I found her indifference strange and cold — but not unlike my own memories, I reasoned. Maybe she was concentrating on my little operation. My own lack of emotions, of real, heart-felt sentiments for my wife and child, puzzled me even more.
I mumbled the words from the note as if it were a chant. “Everything you know is lies. Trust not in what you hear or see, but solely in your emotions — for within them is the only real truth.”
“What’s that? Are you getting philosophical on me?” She asked and tugged at something under my skin.
I remembered the rest of the note: Get ready. They will come for you soon.
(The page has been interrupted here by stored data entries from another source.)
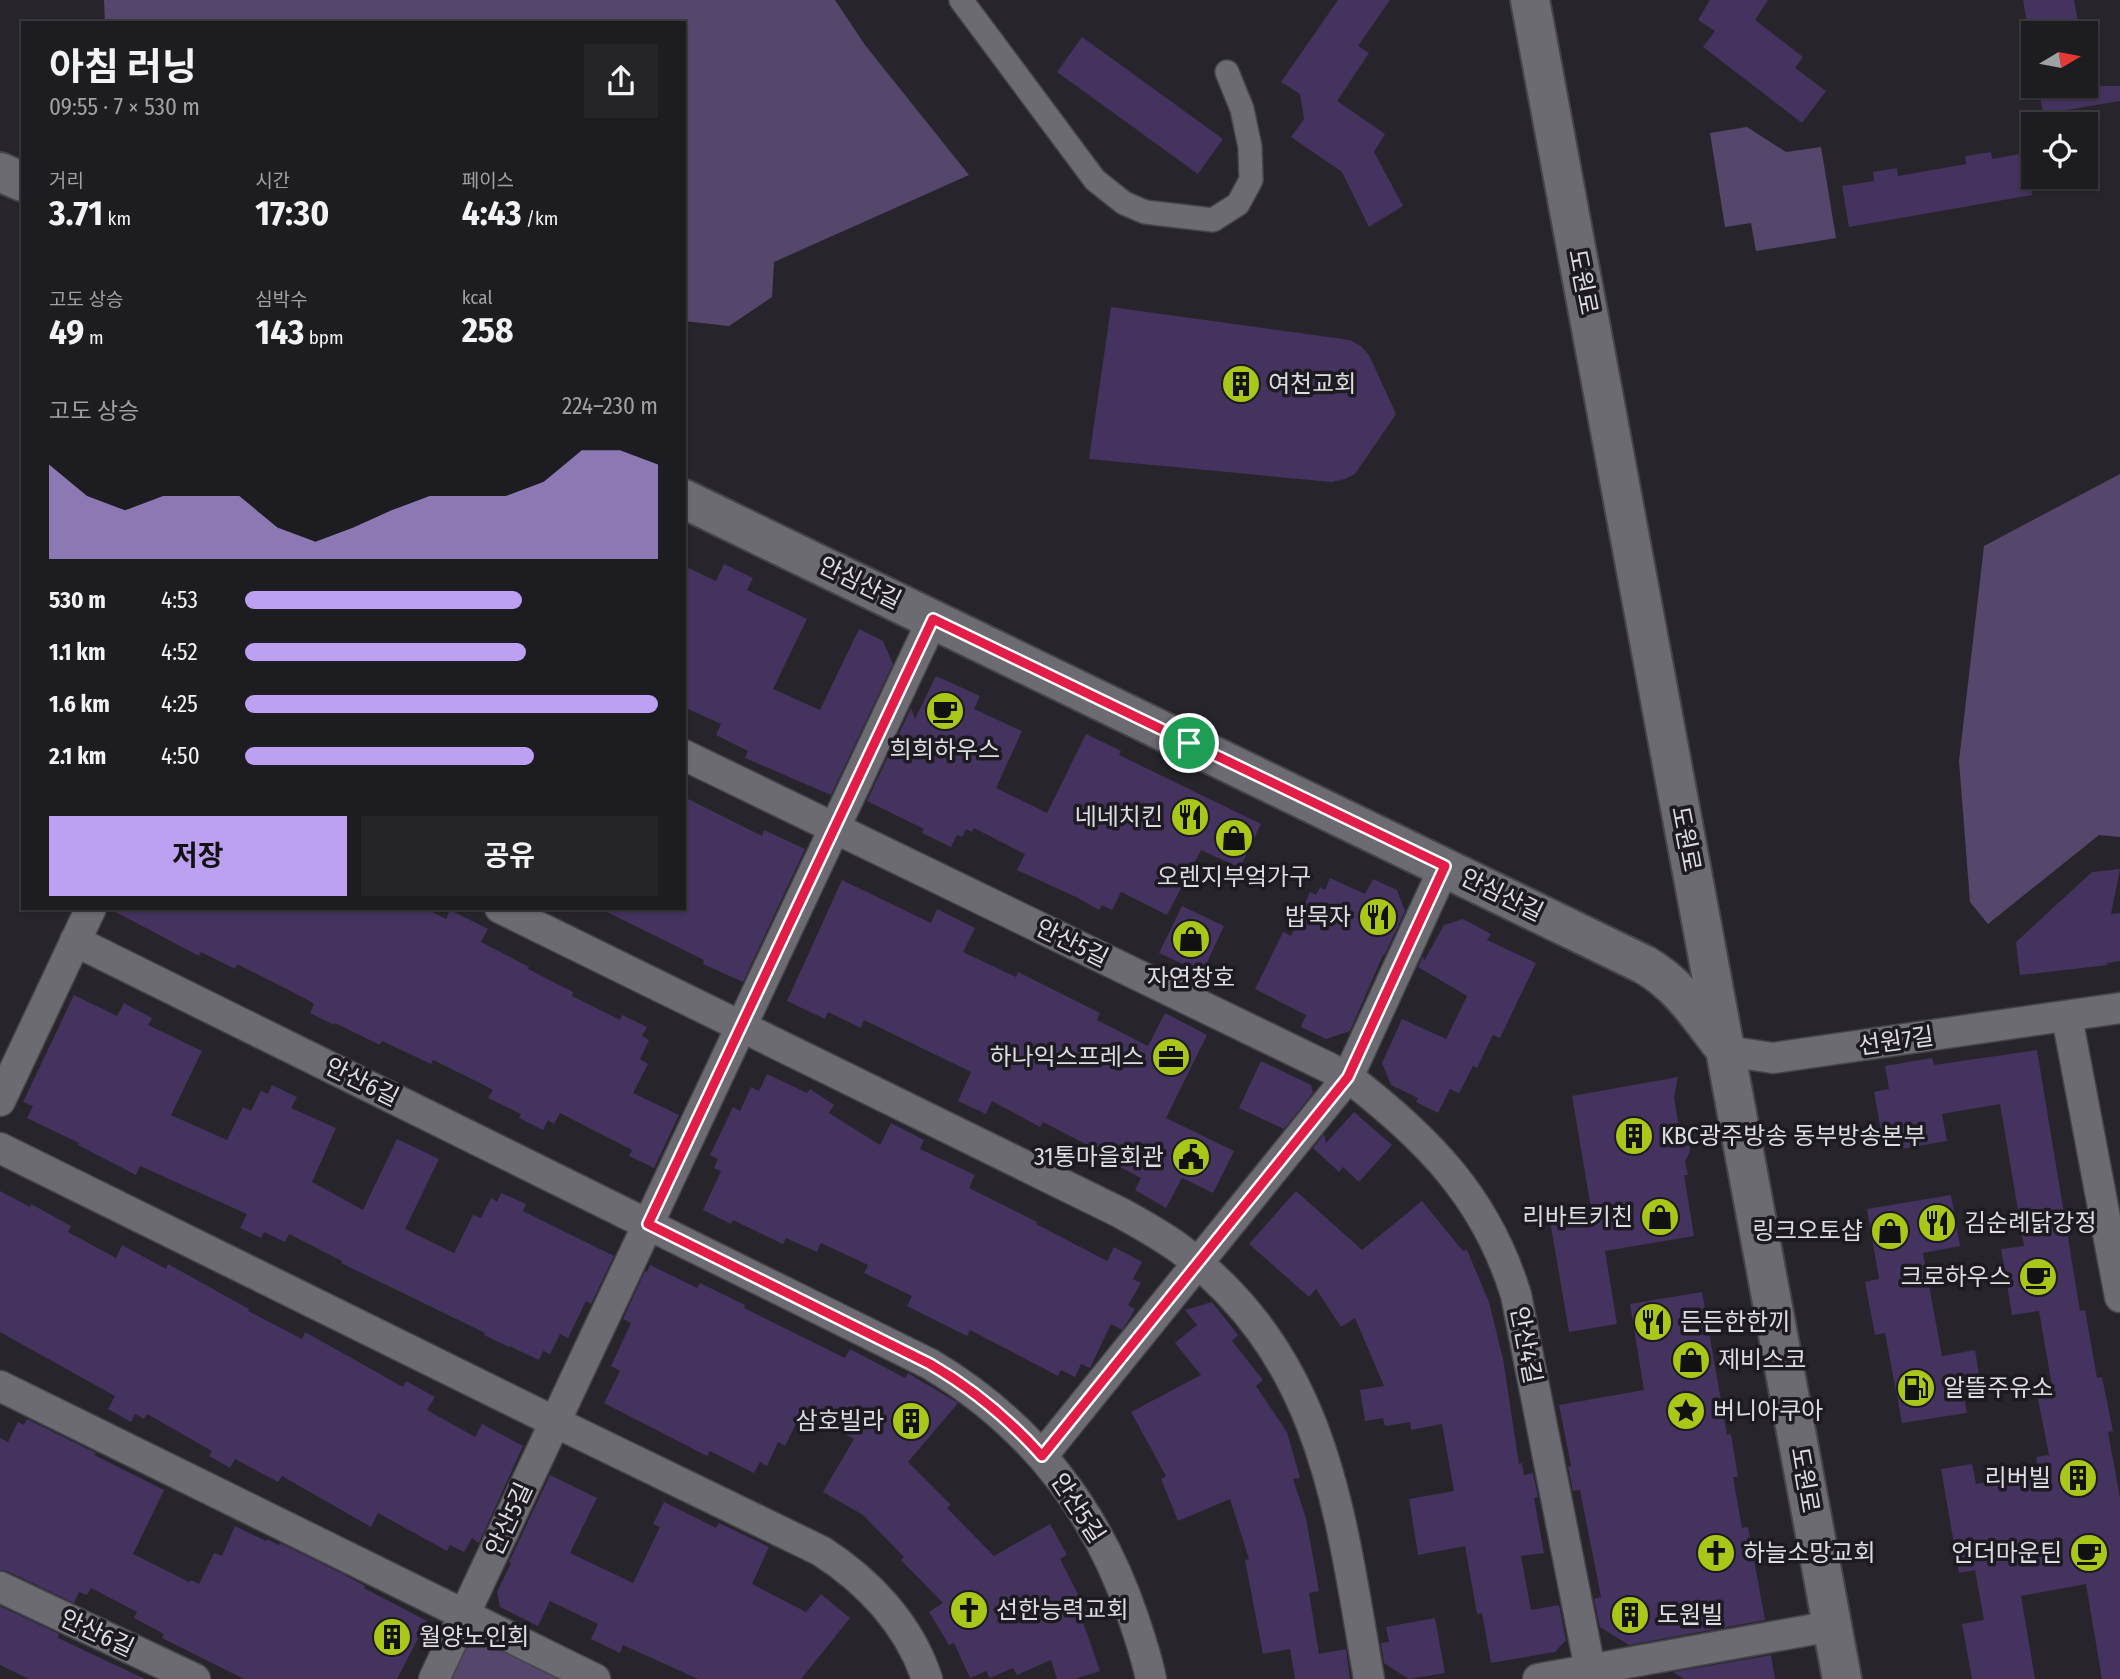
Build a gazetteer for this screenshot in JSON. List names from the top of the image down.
{
  "streets": {
    "street": [
      "도원로",
      "안심산길",
      "안산5길",
      "선원7길",
      "안산6길",
      "안산4길"
    ]
  },
  "crossings": [
    ["도원로", "안심산길"],
    ["도원로", "선원7길"],
    ["안심산길", "안산5길"],
    ["안심산길", "선원7길"],
    ["안산5길", "안산6길"],
    ["안산5길", "안산4길"]
  ],
  "places": {
    "building": [
      "여천교회",
      "KBC광주방송 동부방송본부",
      "삼호빌라",
      "리버빌",
      "도원빌",
      "월양노인회"
    ],
    "cafe": ["희희하우스", "크로하우스", "언더마운틴"],
    "restaurant": [
      "네네치킨",
      "밥묵자",
      "김순례닭강정",
      "든든한한끼"
    ],
    "shop": [
      "오렌지부엌가구",
      "자연창호",
      "리바트키친",
      "링크오토샵",
      "제비스코"
    ],
    "office": ["하나익스프레스"],
    "public building": ["31통마을회관"],
    "fuel station": ["알뜰주유소"],
    "place": ["버니아쿠아"],
    "church": ["하늘소망교회", "선한능력교회"]
  },
  "north": "right",
  "page": {
    "heading": ["아침 러닝", "09:55 · 7 × 530 m"],
    "stats": [
      ["거리", "3.71 km"],
      ["시간", "17:30"],
      ["페이스", "4:43 /km"],
      ["고도 상승", "49 m"],
      ["심박수", "143 bpm"],
      ["kcal", "258"]
    ],
    "chart": ["고도 상승", "224–230 m"],
    "list": [
      {
        "name": "530 m",
        "note": "4:53"
      },
      {
        "name": "1.1 km",
        "note": "4:52"
      },
      {
        "name": "1.6 km",
        "note": "4:25"
      },
      {
        "name": "2.1 km",
        "note": "4:50"
      }
    ],
    "buttons": ["저장", "공유"]
  }
}
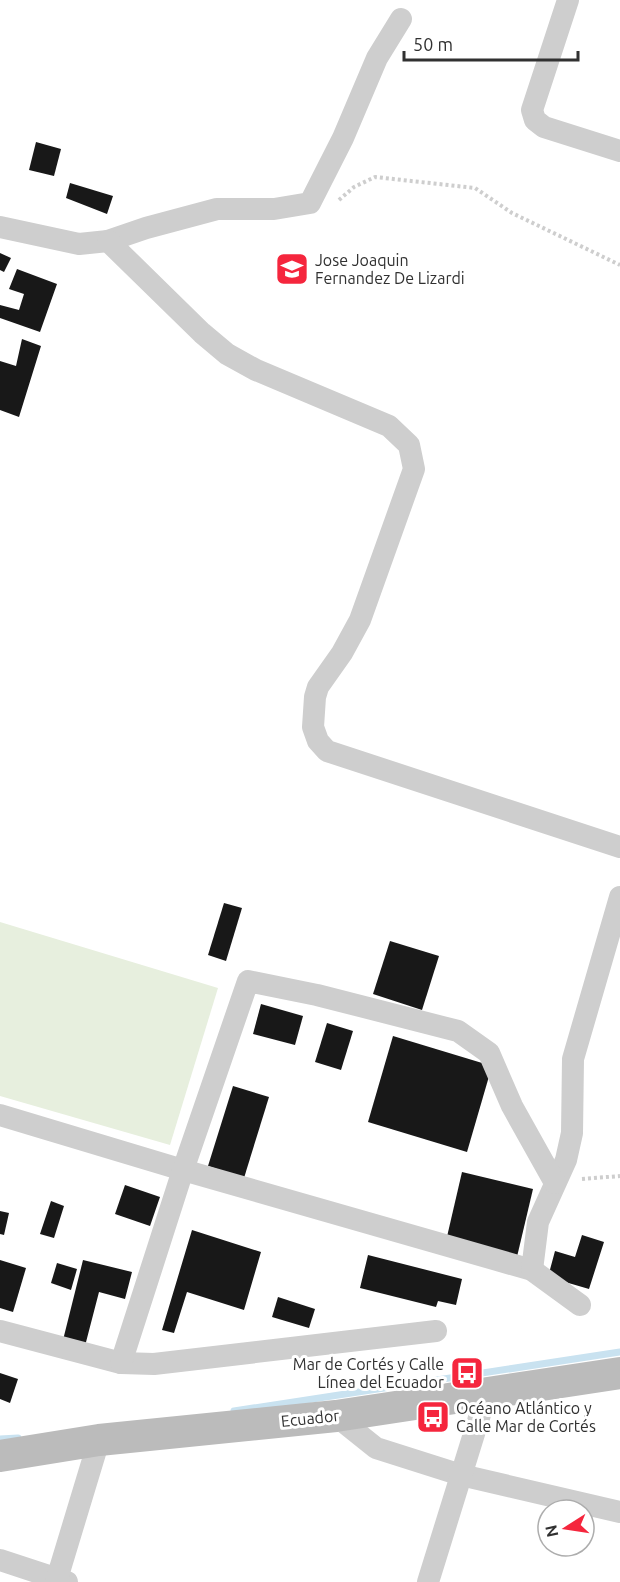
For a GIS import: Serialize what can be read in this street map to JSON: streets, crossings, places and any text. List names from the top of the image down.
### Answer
{
  "streets": {
    "street": ["Ecuador"]
  },
  "places": {
    "school or university": ["Jose Joaquin Fernandez De Lizardi"],
    "bus stop": ["Mar de Cortés y Calle Línea del Ecuador", "Océano Atlántico y Calle Mar de Cortés"]
  },
  "scale_bar": "50 m",
  "north": "left"
}
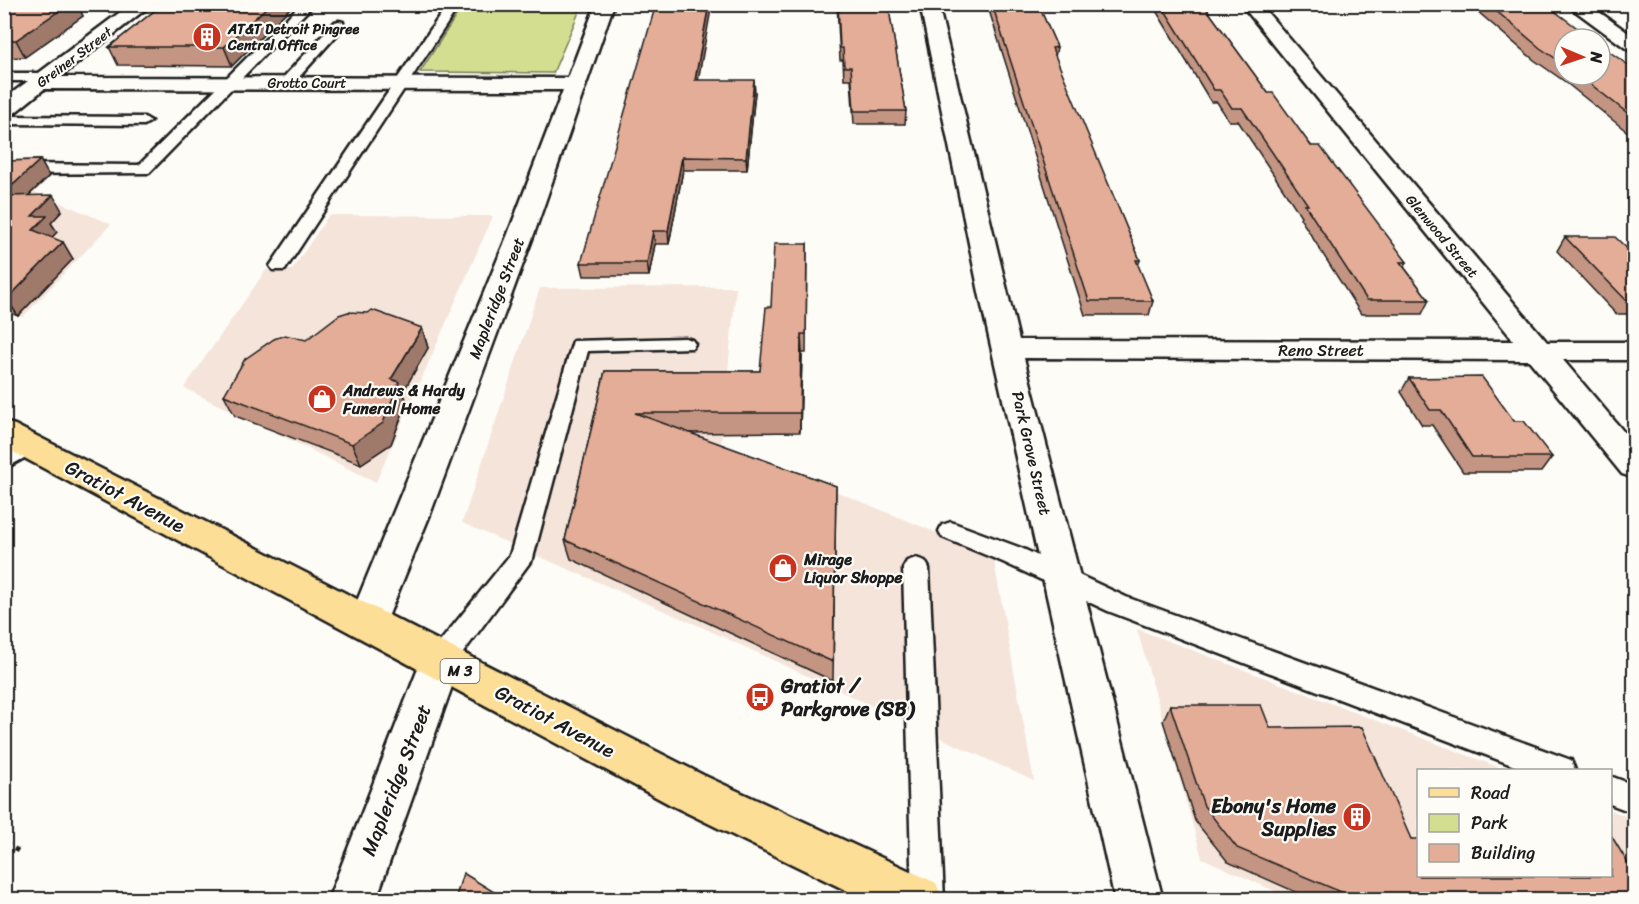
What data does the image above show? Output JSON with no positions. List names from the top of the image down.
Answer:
{
  "streets": {
    "main road": ["Gratiot Avenue", "M 3"],
    "street": [
      "Greiner Street",
      "Grotto Court",
      "Glenwood Street",
      "Mapleridge Street",
      "Reno Street",
      "Park Grove Street"
    ]
  },
  "crossings": [
    ["Greiner Street", "Grotto Court"],
    ["Grotto Court", "Mapleridge Street"],
    ["Glenwood Street", "Reno Street"],
    ["Mapleridge Street", "Gratiot Avenue"],
    ["Reno Street", "Park Grove Street"]
  ],
  "places": {
    "building": ["AT&T Detroit Pingree Central Office", "Ebony's Home Supplies"],
    "shop": ["Andrews & Hardy Funeral Home", "Mirage Liquor Shoppe"],
    "bus stop": ["Gratiot / Parkgrove (SB)"]
  },
  "legend": ["Road", "Park", "Building"],
  "north": "right"
}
Destroy this immediately. “Do you write notes on toilet paper?” I asked as I felt something slip out from my lump like the head of a ripe boil.
“No, but I like origami.” She said.
“That note in my shower, besides telling me not to trust anyone, it said for me to ‘get ready’, and that ‘they will come for me soon.’”
“Hmm,” she said sounding a bit disinterested as she brought a small, black object on the end of her tweezers around to my face. “There ya go.”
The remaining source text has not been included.